Hindi and indic Scripts (Digital Library)

Unicode is advertised as a uniform way of representing all the characters used in all the world’s languages. Unicode fonts exist and are installed as standard with most commercial word processors and Web browsers. It is natural for people—particularly people from Western linguistic backgrounds— to assume that all problems associated with representing different languages on computers have been solved. Unfortunately, today’s Unicode-compliant applications fall far short of providing a satisfactory solution for languages with intricate scripts.

We use Hindi and related Indic scripts as an example. As Table 8.1 shows, the Unicode space from 0900 to 0DFF is reserved for ten Indic scripts. Although many hundreds of different languages are spoken in India, the principal officially recognized ones are Hindi, Marathi, Sanskrit, Punjabi, Bengali, Gujarati, Oriya, Assamese, Tamil, Telugu, Kannada, Malayalam, Urdu, Sindhi, and Kashmiri. The first 12 of these are written in one of nine writing systems that have evolved from the ancient Brahmi script. The remaining three, Urdu, Sindhi, and Kashmiri, are primarily written in Persian Arabic scripts, but can be written in Devanagari, too (Sindhi is also written in the Gujarati script).
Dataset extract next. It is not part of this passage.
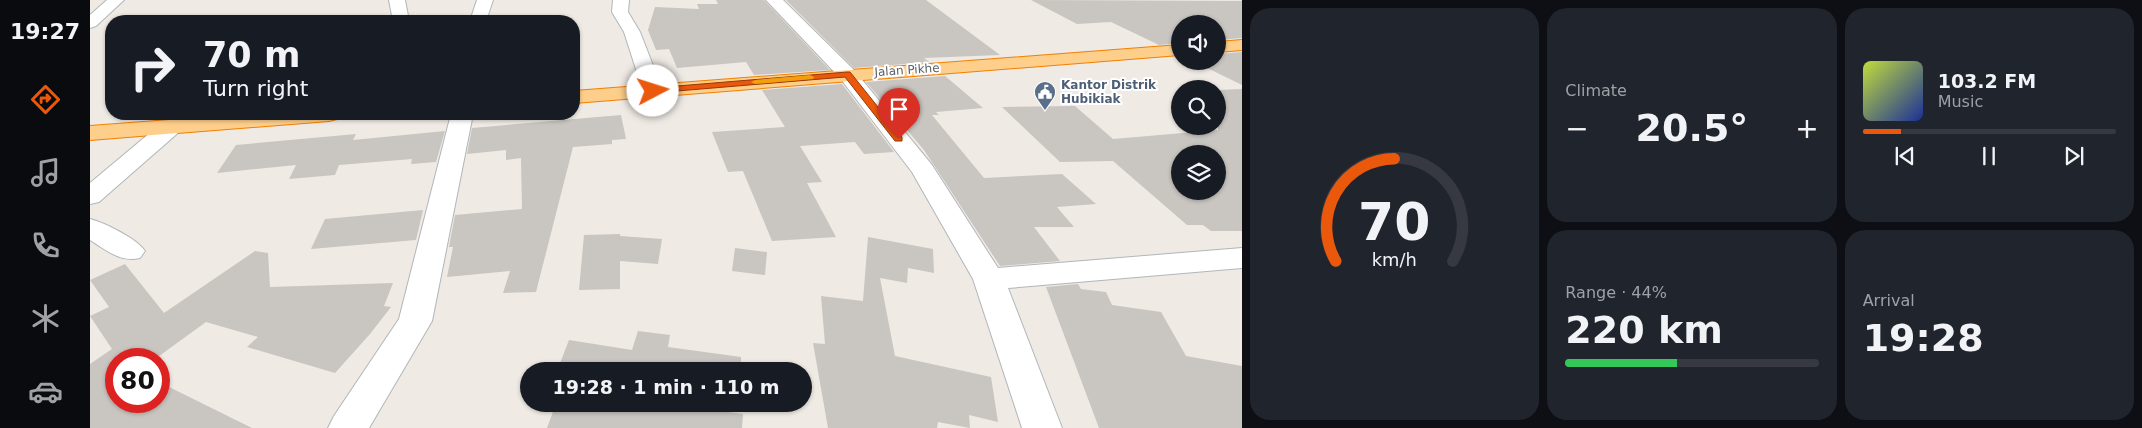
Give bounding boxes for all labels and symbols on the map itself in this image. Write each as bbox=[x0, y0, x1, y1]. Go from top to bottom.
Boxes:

The nine scripts are Devanagari, Bengali, Gujarati, Oriya, and Gurmukhi (northern or Aryan scripts), and Tamil, Telugu, Kannada, and Malayalam (southern or Dravidian ones). Figure 8.8 gives some characters in each of these scripts. As you can see, the characters are beautiful—and the scripts differ radically from each other. Unicode also includes a script for Sinhalese, the official language of Sri Lanka.


Hindi, the official language of India, is written in Devanagari (pronounced Dayv’nagri, with the accent on the second a), which is used for writing Marathi and Sanskrit as well. (It is also the official script of Nepal.) The Punjabi language is written in Gurmukhi. Assamese is written in a script that is very similar to Bengali, but it has one additional glyph and another glyph that is different. In Unicode, the two scripts are merged, with distinctive code points for the two Assamese glyphs. Thus the Unicode scripts cover all 12 of the official Indian languages that are not written in Persian Arabic. All these scripts derive from Brahmi, and all are phonetically based. In fact the printing press did not reach the Indian subcontinent until missionaries arrived from Europe. The languages had a long time to evolve before they were fixed in print, which contributes to their diversity.

ISCII: Indian Script Code for Information Interchange

During the 1970s the Indian Department of Official Languages began working on devising codes that catered to all official Indic scripts. A standard keyboard layout was developed that provides a uniform way of entering them all.

Examples of characters in indic scripts

Figure 8.8: Examples of characters in indic scripts

Despite the very different scripts, the alphabets are phonetic and have a common Brahmi root that was used for ancient Sanskrit. The simultaneous availability of multiple Indic languages was intended to accelerate technological development and to facilitate national integration in India.

The result was ISCII, the Indian Script Code for Information Interchange. Announced in 1983 (and revised in 1988), it is an extension of ASCII that places new characters in the upper region of the code space. The code table supplies all the characters required in the Brahmi-based Indic scripts. Figure 8.9a shows the ISCII code table for the Devanagari script. Tables for the other scripts in Figure 8.8 are similar but contain differently shaped characters (and some entries are missing because there is no equivalent character in that script). The code table contains 56 characters, 10 digits (in the last line of Figure 8.9a), and 18 accents and combining characters. There are also three special escape codes, but we will not delve into their meaning here.

Unicode for Indic scripts

The Unicode developers adopted ISCII lock, stock, and barrel—they had to, because of their policy of round-trip compatibility with existing codes. They used different parts of the code space for the various scripts, which means that (in contrast to ISCII) documents containing multiple scripts can easily be represented. However, they also included some extra characters—about 10 of them—that in the original ISCII design were supposed to be formed from combinations of other keystrokes. Figure 8.9b shows the Unicode code table for the Devanagari script.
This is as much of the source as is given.